Il avait déjà fait des esquisses du robot avant de venir me trouver.
Il m'a montré ses peintures de l'endosquelette et on l'a créé
en trois dimensions. James Cameron voulait au départ que je m'occupe
des effets de maquillage, notamment pour la scène où l'on voit
la robotique du personnage sous la peau humaine. Il désirait que tout
se fasse en animation d'image par image. J'avais beaucoup travaillé avec
des poupées et des animatronics à cette époque, je venais
d'ailleurs de finir le chien du film de John Carpenter " The Thing ",
et je lui ai proposé de construire le " Terminator " en taille
réelle. J'ai utilisé différentes techniques reprises de
Jim Henson pour " Dark Crystal ". Depuis mon travail sur " Terminator
", on ne me considère plus uniquement comme celui qui ne fait que
des maquillages, mais comme un artiste de la robotique.

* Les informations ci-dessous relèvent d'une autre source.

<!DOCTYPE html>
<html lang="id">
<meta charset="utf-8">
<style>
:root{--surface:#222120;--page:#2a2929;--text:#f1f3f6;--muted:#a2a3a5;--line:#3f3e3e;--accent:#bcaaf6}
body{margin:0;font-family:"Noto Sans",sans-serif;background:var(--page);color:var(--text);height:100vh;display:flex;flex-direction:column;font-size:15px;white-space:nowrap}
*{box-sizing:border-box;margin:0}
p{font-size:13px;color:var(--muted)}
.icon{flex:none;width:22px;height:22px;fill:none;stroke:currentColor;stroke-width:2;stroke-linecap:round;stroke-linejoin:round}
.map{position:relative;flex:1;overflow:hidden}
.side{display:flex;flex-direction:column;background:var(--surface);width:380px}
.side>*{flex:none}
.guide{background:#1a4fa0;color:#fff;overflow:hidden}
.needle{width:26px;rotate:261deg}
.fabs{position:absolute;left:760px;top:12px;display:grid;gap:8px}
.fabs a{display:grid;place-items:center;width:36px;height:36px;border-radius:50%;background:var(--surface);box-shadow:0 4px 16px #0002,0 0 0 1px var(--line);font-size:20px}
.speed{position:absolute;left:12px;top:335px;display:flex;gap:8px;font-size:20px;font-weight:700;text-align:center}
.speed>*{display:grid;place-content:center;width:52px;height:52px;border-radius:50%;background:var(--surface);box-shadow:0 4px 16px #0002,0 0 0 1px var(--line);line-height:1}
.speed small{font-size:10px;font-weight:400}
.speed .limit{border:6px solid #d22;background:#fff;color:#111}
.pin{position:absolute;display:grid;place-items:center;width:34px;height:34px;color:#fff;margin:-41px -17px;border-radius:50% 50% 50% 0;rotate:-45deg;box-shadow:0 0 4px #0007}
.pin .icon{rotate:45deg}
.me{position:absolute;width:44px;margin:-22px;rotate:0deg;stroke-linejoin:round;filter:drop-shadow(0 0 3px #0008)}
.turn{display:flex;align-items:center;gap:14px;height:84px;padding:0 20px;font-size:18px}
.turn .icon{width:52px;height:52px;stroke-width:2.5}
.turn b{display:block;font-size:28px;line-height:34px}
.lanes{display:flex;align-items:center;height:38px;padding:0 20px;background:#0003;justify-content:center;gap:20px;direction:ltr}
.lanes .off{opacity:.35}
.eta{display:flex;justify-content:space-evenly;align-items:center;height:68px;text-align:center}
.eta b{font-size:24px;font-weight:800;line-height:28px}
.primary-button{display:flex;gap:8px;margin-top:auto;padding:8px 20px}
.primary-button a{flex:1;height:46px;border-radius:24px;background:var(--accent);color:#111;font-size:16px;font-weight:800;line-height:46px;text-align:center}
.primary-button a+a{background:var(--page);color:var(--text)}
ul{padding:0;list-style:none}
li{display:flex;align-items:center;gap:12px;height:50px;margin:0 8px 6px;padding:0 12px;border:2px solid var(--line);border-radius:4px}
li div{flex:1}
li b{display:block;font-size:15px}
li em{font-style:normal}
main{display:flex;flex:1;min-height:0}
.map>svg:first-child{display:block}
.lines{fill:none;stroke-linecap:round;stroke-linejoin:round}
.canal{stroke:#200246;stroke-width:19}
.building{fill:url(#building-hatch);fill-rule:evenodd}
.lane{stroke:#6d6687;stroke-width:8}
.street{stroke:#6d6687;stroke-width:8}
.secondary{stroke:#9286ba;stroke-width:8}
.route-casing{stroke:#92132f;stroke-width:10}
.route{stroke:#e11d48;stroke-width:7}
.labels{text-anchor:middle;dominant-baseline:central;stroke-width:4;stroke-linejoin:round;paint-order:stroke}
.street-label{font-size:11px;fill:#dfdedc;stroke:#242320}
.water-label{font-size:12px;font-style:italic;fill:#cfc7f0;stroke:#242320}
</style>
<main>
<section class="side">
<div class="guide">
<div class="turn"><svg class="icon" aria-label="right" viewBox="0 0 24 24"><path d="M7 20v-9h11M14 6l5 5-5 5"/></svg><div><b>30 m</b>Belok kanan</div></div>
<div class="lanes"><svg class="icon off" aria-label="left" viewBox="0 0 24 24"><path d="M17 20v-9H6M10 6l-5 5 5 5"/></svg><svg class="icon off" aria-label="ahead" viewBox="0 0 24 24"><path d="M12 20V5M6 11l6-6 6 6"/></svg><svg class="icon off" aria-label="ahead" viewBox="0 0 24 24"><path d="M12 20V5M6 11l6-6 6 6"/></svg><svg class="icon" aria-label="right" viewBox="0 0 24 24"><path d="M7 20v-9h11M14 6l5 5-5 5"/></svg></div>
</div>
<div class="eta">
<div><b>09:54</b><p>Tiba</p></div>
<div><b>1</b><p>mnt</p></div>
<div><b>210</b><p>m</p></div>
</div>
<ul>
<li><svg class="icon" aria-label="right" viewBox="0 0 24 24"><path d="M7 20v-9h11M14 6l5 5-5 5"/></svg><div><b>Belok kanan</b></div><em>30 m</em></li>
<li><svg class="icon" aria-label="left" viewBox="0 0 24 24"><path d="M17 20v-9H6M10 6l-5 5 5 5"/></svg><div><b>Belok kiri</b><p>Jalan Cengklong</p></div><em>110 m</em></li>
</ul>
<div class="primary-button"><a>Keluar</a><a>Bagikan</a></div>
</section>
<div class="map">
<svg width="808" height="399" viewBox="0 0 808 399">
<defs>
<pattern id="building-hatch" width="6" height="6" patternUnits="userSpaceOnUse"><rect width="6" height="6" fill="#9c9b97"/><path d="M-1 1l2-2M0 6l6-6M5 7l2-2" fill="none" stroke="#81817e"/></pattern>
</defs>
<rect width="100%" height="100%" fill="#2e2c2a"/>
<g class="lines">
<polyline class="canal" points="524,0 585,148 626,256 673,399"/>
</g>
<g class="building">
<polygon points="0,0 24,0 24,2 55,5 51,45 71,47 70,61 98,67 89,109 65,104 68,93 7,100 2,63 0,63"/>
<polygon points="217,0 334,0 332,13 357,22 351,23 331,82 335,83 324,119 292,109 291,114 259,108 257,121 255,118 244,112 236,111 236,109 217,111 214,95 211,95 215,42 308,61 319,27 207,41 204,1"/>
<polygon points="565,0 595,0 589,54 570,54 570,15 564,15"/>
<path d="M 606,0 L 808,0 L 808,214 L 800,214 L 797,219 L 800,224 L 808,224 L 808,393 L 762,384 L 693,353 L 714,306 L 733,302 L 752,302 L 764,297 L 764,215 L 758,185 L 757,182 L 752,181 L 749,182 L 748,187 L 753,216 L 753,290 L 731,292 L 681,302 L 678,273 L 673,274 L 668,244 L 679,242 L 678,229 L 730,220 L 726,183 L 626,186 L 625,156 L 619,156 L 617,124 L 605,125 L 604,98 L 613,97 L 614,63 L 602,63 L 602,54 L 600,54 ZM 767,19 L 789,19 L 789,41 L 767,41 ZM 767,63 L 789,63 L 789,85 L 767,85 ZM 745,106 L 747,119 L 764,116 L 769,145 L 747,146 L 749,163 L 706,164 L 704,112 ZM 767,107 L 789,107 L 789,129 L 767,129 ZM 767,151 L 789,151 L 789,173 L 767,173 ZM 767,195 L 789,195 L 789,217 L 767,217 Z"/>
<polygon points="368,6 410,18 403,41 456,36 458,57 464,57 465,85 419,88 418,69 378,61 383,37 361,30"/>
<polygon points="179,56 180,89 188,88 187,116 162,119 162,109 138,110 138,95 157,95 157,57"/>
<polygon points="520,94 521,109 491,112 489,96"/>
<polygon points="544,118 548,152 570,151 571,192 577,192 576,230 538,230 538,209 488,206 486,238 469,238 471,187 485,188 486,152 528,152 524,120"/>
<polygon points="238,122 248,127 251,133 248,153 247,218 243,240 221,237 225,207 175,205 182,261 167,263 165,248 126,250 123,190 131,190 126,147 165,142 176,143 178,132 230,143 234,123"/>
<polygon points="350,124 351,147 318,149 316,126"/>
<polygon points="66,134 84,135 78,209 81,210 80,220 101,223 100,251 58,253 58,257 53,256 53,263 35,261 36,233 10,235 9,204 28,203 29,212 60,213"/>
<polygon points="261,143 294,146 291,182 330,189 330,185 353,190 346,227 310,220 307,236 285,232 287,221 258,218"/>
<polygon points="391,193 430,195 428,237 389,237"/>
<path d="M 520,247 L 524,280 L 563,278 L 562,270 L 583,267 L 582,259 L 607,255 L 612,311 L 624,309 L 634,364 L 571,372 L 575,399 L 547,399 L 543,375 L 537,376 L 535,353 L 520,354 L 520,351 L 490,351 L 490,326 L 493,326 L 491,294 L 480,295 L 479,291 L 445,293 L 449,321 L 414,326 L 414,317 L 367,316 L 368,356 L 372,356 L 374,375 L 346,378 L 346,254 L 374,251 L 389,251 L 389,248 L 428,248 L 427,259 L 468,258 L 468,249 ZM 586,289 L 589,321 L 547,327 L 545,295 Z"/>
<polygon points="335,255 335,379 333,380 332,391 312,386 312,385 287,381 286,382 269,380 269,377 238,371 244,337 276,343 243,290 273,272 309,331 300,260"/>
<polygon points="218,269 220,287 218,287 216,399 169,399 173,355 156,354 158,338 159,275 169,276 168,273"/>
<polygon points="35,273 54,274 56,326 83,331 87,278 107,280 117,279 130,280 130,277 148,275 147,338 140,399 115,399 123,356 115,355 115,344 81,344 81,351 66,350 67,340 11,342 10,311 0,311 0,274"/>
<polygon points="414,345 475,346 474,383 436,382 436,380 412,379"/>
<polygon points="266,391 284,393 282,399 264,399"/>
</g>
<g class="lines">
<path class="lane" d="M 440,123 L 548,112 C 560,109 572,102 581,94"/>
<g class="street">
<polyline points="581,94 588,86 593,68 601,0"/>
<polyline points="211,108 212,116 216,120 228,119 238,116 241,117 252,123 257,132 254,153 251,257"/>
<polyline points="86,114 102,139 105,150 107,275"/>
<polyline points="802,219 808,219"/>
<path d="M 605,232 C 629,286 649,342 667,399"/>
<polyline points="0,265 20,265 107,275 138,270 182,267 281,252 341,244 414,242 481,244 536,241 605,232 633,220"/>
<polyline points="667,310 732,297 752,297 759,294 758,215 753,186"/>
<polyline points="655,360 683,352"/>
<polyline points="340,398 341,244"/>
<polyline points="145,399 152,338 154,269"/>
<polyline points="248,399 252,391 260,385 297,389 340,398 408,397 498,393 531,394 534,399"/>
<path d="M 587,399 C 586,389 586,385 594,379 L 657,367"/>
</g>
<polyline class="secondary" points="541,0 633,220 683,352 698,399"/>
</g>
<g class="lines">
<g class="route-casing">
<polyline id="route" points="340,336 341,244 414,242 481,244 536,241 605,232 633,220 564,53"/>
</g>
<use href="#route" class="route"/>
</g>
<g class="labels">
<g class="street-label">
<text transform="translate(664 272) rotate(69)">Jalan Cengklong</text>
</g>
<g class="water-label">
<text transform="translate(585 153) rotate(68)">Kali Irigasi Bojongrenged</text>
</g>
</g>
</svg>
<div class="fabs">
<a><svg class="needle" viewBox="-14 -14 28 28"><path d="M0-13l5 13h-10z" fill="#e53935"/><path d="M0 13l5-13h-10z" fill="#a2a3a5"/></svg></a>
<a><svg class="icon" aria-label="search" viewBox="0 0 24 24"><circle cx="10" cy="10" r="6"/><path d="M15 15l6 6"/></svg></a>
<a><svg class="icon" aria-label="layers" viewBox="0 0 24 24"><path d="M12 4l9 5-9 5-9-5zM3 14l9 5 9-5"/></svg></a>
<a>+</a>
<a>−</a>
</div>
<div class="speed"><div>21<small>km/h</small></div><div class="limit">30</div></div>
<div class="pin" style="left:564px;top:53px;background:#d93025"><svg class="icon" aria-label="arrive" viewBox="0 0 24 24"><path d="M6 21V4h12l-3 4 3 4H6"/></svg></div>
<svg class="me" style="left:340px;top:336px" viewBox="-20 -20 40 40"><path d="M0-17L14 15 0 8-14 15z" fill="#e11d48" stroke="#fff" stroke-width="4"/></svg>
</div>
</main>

Quel est le principe de l'animation
d'image par image (ndlr : en anglais, stop motion animation) ?
S. Winston : Pour l'animation d'image par image, on utilise
une petite poupée qu'on bouge et qu'on filme image par image. C'est le
type d'effets qu'on a utilisé pour " King Kong ". C'est la
base de l'animation avant l'arrivée des images de synthèse. On
peut voir également cette pratique dans " Jason and The Argonauts
".
Durant votre carrière,
vous avez collaboré avec des réalisateurs qu'on pourrait davantage
qualifier d'artistes, comme James Cameron, Tim Burton ou encore Steven Spielberg.
Comment décririez-vous Joe Johnston et son travail sur " Jurassic
Park 3 " ?
S. Winston : J'adore collaborer avec des réalisateurs
" visionnaires ". Ce qui manque singulièrement dans ce milieu.
J'ai eu beaucoup de chance de travailler avec des auteurs tels que Jim Cameron,
Tim Burton avec son univers cartoonesque et Steven Spielberg qui est certainement
le plus grand réalisateur au monde au niveau de l'étendue de sa
production. Il est inégalé à ce jour. D'autres metteurs
en scène ont certainement dirigé de meilleurs films que lui mais
il est le seul à avoir su passer d'un des plus grands thrillers du cinéma
comme " Jaws " à un film familiale tel " E.T. ",
un film d'aventure avec " Raiders of The Lost Ark " ou " Close
Encounters of The Third Kind ". Il a réalisé " Jurassic
Park " et " Schindler's List " la même année ! Il
a surpassé Hitchcock ou Capra en terme de diversité. Il a tout
fait. Joe Johnston est également un artiste et un réalisateur
remarquable. Il a débuté dans la création artistique. Il
a travaillé pendant des années chez I.L.M., il a fait du story
board. Il a créé et dessiné le robot pour le film "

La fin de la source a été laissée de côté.